◆ **Task description**:
Using the data below, copy every line that contains the word "this".

◆ **Excerpted records**:
▽
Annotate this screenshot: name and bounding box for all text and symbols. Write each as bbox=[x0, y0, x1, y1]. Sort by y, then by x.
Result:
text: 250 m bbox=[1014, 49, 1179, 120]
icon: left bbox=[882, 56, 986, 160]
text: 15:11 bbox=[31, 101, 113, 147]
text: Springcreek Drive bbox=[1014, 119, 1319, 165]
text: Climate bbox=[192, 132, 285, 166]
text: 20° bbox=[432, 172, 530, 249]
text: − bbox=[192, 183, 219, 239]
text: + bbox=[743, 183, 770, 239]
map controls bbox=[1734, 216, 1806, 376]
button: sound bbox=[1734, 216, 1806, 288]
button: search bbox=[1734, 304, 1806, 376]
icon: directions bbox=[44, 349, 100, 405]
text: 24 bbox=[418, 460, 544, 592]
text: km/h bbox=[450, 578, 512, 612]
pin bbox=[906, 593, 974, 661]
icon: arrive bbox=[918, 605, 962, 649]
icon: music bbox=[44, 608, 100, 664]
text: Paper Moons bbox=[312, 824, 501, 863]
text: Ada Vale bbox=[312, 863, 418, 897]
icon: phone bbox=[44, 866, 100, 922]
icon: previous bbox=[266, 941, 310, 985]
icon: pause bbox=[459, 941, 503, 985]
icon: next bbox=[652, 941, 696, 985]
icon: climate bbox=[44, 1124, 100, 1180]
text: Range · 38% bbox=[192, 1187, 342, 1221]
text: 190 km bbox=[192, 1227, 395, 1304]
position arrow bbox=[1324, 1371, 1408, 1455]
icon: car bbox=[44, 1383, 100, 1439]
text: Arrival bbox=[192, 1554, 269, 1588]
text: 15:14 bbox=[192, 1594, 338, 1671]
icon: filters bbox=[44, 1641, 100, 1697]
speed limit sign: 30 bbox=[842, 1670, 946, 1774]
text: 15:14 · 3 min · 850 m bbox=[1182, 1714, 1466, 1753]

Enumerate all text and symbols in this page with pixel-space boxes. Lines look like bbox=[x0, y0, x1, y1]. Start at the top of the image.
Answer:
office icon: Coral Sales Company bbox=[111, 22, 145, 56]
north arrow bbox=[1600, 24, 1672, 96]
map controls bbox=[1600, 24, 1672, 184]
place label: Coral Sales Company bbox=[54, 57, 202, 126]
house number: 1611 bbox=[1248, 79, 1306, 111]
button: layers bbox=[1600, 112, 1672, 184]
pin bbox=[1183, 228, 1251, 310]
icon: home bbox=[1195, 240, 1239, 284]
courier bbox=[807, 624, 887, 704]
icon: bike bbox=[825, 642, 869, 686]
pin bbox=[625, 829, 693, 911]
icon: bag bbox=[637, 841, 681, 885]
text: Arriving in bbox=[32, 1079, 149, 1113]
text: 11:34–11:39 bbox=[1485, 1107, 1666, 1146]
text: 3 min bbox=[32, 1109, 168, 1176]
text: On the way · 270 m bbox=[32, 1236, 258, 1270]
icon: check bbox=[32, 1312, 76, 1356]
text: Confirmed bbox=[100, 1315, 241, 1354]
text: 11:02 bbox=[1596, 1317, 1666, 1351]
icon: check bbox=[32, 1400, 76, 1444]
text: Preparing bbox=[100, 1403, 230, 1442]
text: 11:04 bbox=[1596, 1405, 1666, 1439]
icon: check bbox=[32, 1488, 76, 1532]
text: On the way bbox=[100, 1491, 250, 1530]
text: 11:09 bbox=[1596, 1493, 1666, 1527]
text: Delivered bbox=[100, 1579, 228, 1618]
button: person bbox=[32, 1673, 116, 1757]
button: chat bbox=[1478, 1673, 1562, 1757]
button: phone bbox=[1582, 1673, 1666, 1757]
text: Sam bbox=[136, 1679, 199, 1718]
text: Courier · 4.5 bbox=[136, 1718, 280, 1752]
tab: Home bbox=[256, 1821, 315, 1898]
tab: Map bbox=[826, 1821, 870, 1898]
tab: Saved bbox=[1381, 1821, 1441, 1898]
△
◆ **Response**:
Annotate this screenshot: name and bounding box for all text and symbols. Write each as bbox=[x0, y0, x1, y1]. Sort by y, then by x.
Enumerate all text and symbols in this page with pixel-space boxes. Lines look like bbox=[x0, y0, x1, y1]. Start at the top of the image.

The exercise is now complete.